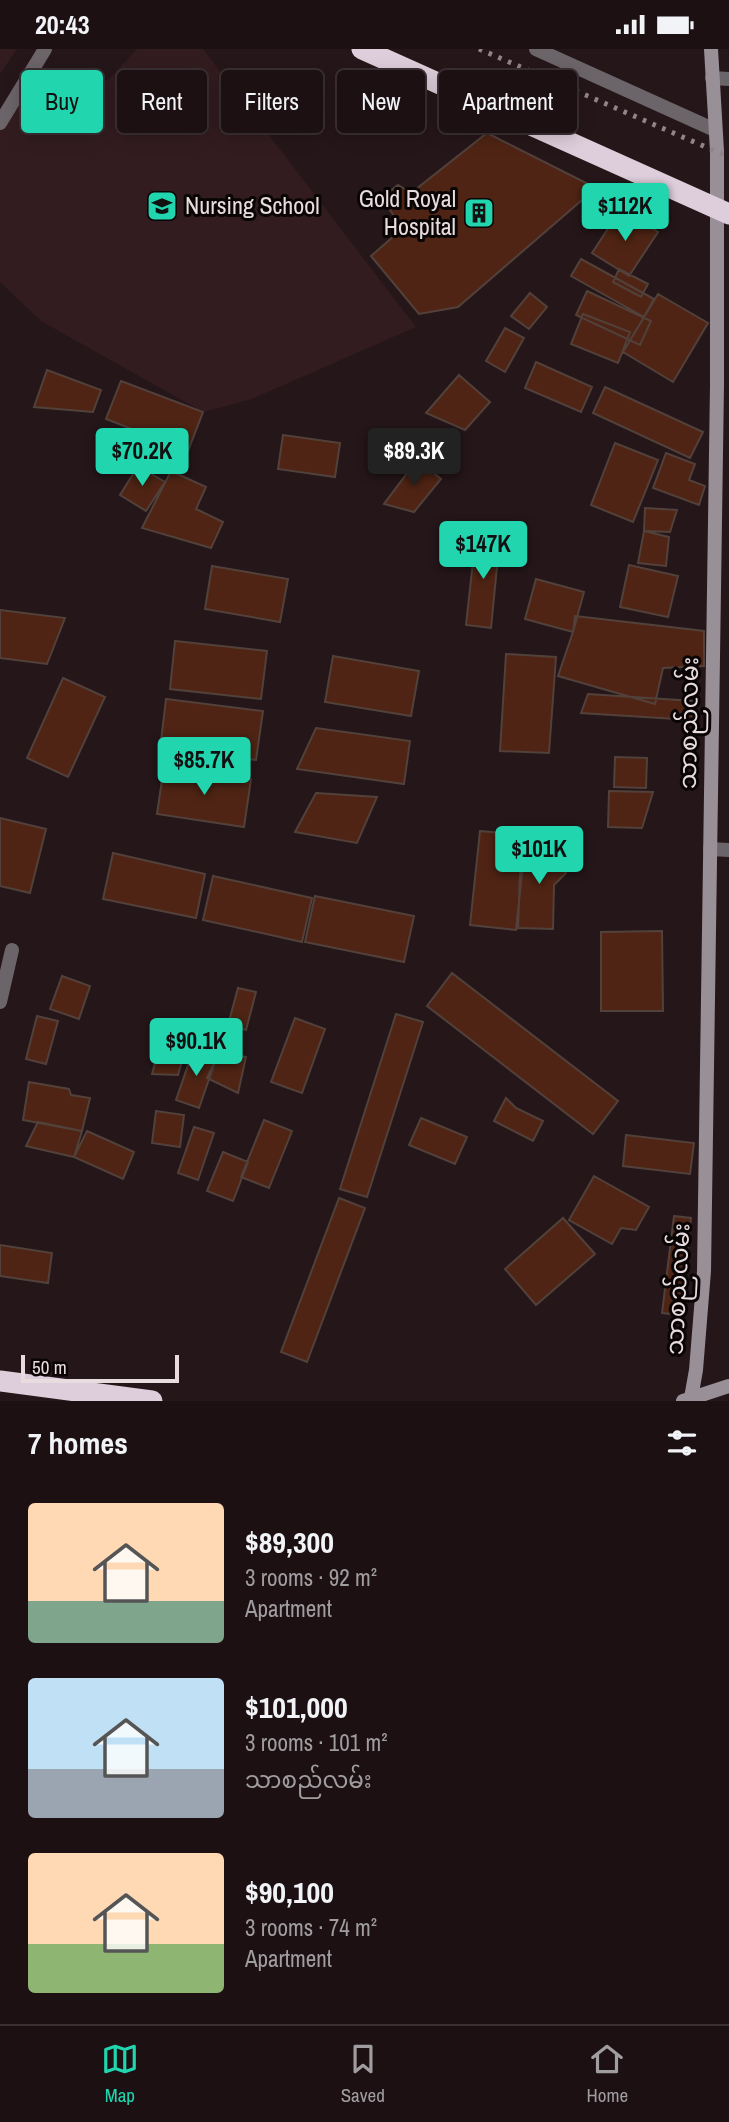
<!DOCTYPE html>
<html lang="en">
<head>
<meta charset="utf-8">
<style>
  :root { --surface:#1c1013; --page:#25191c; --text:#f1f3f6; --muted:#a09da0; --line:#3a3033; --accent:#21d5af }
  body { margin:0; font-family:"Archivo Narrow","Noto Sans Myanmar",sans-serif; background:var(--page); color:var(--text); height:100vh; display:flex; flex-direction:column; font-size:26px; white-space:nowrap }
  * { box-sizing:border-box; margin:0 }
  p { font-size:23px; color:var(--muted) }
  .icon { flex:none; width:38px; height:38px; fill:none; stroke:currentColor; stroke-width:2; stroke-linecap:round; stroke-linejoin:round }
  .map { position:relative; height:1352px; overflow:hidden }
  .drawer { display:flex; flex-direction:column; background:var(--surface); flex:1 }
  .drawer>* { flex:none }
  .hud { position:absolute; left:21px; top:21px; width:688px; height:63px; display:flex; gap:14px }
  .scale { position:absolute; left:21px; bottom:18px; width:158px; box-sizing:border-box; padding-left:7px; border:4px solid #e8dcde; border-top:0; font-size:19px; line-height:24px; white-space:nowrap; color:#e8dcde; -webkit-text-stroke:5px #0a0505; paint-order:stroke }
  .price { position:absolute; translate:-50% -60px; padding:0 16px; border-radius:7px; background:var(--accent); color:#111; font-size:23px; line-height:46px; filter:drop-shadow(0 2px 4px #0008) }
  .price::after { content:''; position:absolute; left:50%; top:42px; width:21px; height:16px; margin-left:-10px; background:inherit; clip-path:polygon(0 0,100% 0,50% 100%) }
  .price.active { background:#222; color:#fff }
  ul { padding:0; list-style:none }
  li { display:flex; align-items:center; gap:21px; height:175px; padding:0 28px }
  li span { display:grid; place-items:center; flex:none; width:196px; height:140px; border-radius:7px; color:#555 }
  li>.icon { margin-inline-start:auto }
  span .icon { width:84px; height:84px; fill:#fffc; stroke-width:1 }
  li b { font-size:30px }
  h2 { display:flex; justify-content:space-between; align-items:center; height:84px; padding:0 28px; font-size:30px }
  .tag { padding:0 24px; border-radius:7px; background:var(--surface); box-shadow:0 4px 18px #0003,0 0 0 2px var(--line); font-size:24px; line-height:63px }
  .tag.active { background:var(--accent); color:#111 }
  .status { display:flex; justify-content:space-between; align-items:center; height:49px; padding:0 35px; background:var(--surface); direction:ltr }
  .status svg { height:19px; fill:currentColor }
  .tab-bar { display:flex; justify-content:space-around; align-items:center; height:98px; border-top:2px solid var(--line); background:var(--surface); font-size:19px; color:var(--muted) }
  .tab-bar a { display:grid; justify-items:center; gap:4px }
  .tab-bar .active { color:var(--accent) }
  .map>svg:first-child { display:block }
  .built { fill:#321c20 }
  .building { fill:#4f2414; stroke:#52413b; stroke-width:2 }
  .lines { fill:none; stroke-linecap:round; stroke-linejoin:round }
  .street { stroke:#6b6469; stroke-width:14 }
  .secondary { stroke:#998f96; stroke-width:14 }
  .highway { stroke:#decdda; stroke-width:21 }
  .rail { stroke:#928587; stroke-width:5; stroke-dasharray:3.5 7; stroke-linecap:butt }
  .labels { text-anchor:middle; stroke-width:6; stroke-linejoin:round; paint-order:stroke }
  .poi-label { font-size:24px; fill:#e8dcde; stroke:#0a0505; text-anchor:end }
  .street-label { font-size:24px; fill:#e8dcde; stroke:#0a0505 }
</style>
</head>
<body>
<div class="status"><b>20:43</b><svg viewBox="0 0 49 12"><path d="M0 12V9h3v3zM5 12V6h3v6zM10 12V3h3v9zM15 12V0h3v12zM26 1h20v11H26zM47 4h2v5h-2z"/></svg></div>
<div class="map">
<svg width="729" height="1352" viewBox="0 0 729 1352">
  <rect width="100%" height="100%" fill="#251619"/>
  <path class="built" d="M0,0H17L0,25Z
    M137,0H203L416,278L252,350L203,363L41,272L0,233V80L16,56L108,31Z"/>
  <path class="building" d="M487,84L596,139L458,258L419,265L371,207L403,179L381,149L398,136L411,144Z
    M621,160L658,183L629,227L592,204Z
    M581,210L654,250L644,268L571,227Z
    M619,220L648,235L641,248L613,233Z
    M587,242L651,272L640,296L576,266Z
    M530,244L547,258L529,280L511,267Z
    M658,245L708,274L673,333L623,303Z
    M583,265L630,283L618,314L571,295Z
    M505,279L524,289L505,323L486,312Z
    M536,313L592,338L581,363L525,339Z
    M47,321L101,341L93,363L34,358Z
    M459,326L490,353L465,381L426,364Z
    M121,332L203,363L188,402L106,370Z
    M605,338L703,383L690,409L593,364Z
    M283,386L340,394L335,428L278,420Z
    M615,394L658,411L633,473L591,456Z
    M666,404L695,415L689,431L705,437L699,456L653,439Z
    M417,411L441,430L414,463L384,455Z
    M138,417L165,433L146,462L120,446Z
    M171,422L206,438L196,460L223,473L211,499L142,479Z
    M645,459L677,461L670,483L644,482Z
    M644,482L669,488L666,517L638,514Z
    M476,485L500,487L491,579L466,576Z
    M629,516L678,527L668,568L620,558Z
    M212,517L288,530L280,573L205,560Z
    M536,530L584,543L573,583L525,570Z
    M0,561L65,569L47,615L0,609Z
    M575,567L704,582V617L663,619L655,655L558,627L573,583Z
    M175,592L267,602L261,650L170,640Z
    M506,605L556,608L549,704L500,702Z
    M333,607L419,622L411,667L325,653Z
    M63,629L105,648L68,728L27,709Z
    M588,645L693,652L692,671L581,664Z
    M166,650L263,662L256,711L160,700Z
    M316,679L410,692L404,735L297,720Z
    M615,708L647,709L646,739L614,738Z
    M164,717L251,730L244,778L157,765Z
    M609,742L653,743L642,779L608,778Z
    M316,744L377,748L357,794L295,783Z
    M0,769L46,780L30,844L0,837Z
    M480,782L526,786L516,881L470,876Z
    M521,799L567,800L566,824L554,836L553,880L518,879Z
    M113,804L205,825L196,869L103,850Z
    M213,827L312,849L302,893L203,871Z
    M315,847L414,867L404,913L305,893Z
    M662,882L663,962H601V883Z
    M452,924L618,1052L593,1085L427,957Z
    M62,927L90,937L79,970L50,960Z
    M238,939L256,943L246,981L228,976Z
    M396,965L423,973L367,1148L340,1140Z
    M37,967L58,972L46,1015L26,1010Z
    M295,969L325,980L302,1044L271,1033Z
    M162,988L187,995L178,1026L152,1025Z
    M194,999L217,1007L199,1059L176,1051Z
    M219,1003L246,1008L238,1044L207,1029Z
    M29,1033L69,1040L71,1046L90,1049L82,1082L23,1071Z
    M506,1049L516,1059L543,1072L533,1092L494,1072Z
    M156,1062L184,1066L180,1098L152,1094Z
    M421,1069L467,1088L455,1115L409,1096Z
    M264,1071L292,1082L269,1139L241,1128Z
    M38,1073L82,1082L74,1108L26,1097Z
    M194,1078L214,1084L198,1131L178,1124Z
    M87,1082L134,1103L123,1130L74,1108Z
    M626,1086L694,1094L690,1125L623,1117Z
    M223,1103L248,1113L233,1152L207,1142Z
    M594,1127L649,1158L636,1181L621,1179L612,1195L569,1171Z
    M339,1149L365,1159L307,1313L281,1303Z
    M674,1167L691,1169L680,1266L662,1264Z
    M563,1169L595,1205L536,1256L505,1220Z
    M0,1196L52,1204L48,1234L0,1227Z"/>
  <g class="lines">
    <path class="street" d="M536,0L715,81
      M712,29L729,30
      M0,74L45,0
      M710,800L729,801
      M0,953L12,901"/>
    <path class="secondary" d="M691,1349L696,1321L704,1222L717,336V102L711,0
      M683,1352L729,1337"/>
    <path class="highway" d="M362,0L729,165
      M0,1332L152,1352"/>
    <path class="rail" d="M479,0L729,108"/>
  </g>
  <defs>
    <g id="school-square" transform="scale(1.575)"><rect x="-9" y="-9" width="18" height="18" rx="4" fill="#21d5af" stroke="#0a0505"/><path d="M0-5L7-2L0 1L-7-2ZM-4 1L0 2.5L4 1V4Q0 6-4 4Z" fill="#111"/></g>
    <g id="building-square" transform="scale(1.575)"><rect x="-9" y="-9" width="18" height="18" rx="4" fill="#21d5af" stroke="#0a0505"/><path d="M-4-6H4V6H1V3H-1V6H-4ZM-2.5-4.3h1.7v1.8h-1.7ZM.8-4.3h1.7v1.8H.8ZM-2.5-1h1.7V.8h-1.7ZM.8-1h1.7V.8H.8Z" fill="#111"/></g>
  </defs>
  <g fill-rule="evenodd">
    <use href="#school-square" x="162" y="157"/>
    <use href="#building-square" x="479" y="164"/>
  </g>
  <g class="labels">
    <g class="poi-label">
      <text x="456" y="158">Gold Royal<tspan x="456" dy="28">Hospital</tspan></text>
      <text x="185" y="165" text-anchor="start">Nursing School</text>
    </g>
    <g class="street-label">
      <text transform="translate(689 674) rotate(-89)" y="8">သာစည်လမ်း</text>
      <text transform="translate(678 1240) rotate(-87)" y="8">သာစည်လမ်း</text>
    </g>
  </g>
</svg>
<div class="scale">50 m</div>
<b class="price" style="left:625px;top:194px">$112K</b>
<b class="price" style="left:142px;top:439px">$70.2K</b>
<b class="price active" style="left:414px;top:439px">$89.3K</b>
<b class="price" style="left:483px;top:532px">$147K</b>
<b class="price" style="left:204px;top:748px">$85.7K</b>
<b class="price" style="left:539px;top:837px">$101K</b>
<b class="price" style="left:196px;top:1029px">$90.1K</b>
<div class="hud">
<a class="tag active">Buy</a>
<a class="tag">Rent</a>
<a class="tag">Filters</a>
<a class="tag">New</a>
<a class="tag">Apartment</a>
</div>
</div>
<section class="drawer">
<h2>7 homes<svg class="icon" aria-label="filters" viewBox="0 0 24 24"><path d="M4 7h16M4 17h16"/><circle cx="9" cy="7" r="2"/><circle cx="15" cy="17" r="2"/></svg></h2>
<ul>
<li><span style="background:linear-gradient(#ffd9b3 70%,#7fa58c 0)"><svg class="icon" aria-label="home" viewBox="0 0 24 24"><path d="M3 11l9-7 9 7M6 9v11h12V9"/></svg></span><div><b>$89,300</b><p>3 rooms · 92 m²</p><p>Apartment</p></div></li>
<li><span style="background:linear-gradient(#bfe0f5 65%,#9aa5b1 0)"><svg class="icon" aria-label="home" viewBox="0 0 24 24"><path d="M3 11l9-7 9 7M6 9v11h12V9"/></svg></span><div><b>$101,000</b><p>3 rooms · 101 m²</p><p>သာစည်လမ်း</p></div></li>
<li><span style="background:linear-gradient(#ffd9b3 65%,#8fb573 0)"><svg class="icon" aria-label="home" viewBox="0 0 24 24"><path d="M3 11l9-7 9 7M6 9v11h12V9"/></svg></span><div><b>$90,100</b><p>3 rooms · 74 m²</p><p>Apartment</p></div></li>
</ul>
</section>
<nav class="tab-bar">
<a class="active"><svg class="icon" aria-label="map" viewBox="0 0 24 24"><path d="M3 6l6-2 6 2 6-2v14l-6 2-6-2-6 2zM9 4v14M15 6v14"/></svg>Map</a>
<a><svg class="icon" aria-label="saved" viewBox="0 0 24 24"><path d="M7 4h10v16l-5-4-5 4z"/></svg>Saved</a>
<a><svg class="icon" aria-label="home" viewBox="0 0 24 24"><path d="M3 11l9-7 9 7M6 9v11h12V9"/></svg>Home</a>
</nav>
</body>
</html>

══════════

§ **Try it**: Within the listing above, give again exactly every line from the line with "M536,530L584,543L573,583L525,570Z" through the line with "M223,1103L248,1113L233,1152L207,1142Z", both included, and no other line.

§ **Result of this exercise**:
    M536,530L584,543L573,583L525,570Z
    M0,561L65,569L47,615L0,609Z
    M575,567L704,582V617L663,619L655,655L558,627L573,583Z
    M175,592L267,602L261,650L170,640Z
    M506,605L556,608L549,704L500,702Z
    M333,607L419,622L411,667L325,653Z
    M63,629L105,648L68,728L27,709Z
    M588,645L693,652L692,671L581,664Z
    M166,650L263,662L256,711L160,700Z
    M316,679L410,692L404,735L297,720Z
    M615,708L647,709L646,739L614,738Z
    M164,717L251,730L244,778L157,765Z
    M609,742L653,743L642,779L608,778Z
    M316,744L377,748L357,794L295,783Z
    M0,769L46,780L30,844L0,837Z
    M480,782L526,786L516,881L470,876Z
    M521,799L567,800L566,824L554,836L553,880L518,879Z
    M113,804L205,825L196,869L103,850Z
    M213,827L312,849L302,893L203,871Z
    M315,847L414,867L404,913L305,893Z
    M662,882L663,962H601V883Z
    M452,924L618,1052L593,1085L427,957Z
    M62,927L90,937L79,970L50,960Z
    M238,939L256,943L246,981L228,976Z
    M396,965L423,973L367,1148L340,1140Z
    M37,967L58,972L46,1015L26,1010Z
    M295,969L325,980L302,1044L271,1033Z
    M162,988L187,995L178,1026L152,1025Z
    M194,999L217,1007L199,1059L176,1051Z
    M219,1003L246,1008L238,1044L207,1029Z
    M29,1033L69,1040L71,1046L90,1049L82,1082L23,1071Z
    M506,1049L516,1059L543,1072L533,1092L494,1072Z
    M156,1062L184,1066L180,1098L152,1094Z
    M421,1069L467,1088L455,1115L409,1096Z
    M264,1071L292,1082L269,1139L241,1128Z
    M38,1073L82,1082L74,1108L26,1097Z
    M194,1078L214,1084L198,1131L178,1124Z
    M87,1082L134,1103L123,1130L74,1108Z
    M626,1086L694,1094L690,1125L623,1117Z
    M223,1103L248,1113L233,1152L207,1142Z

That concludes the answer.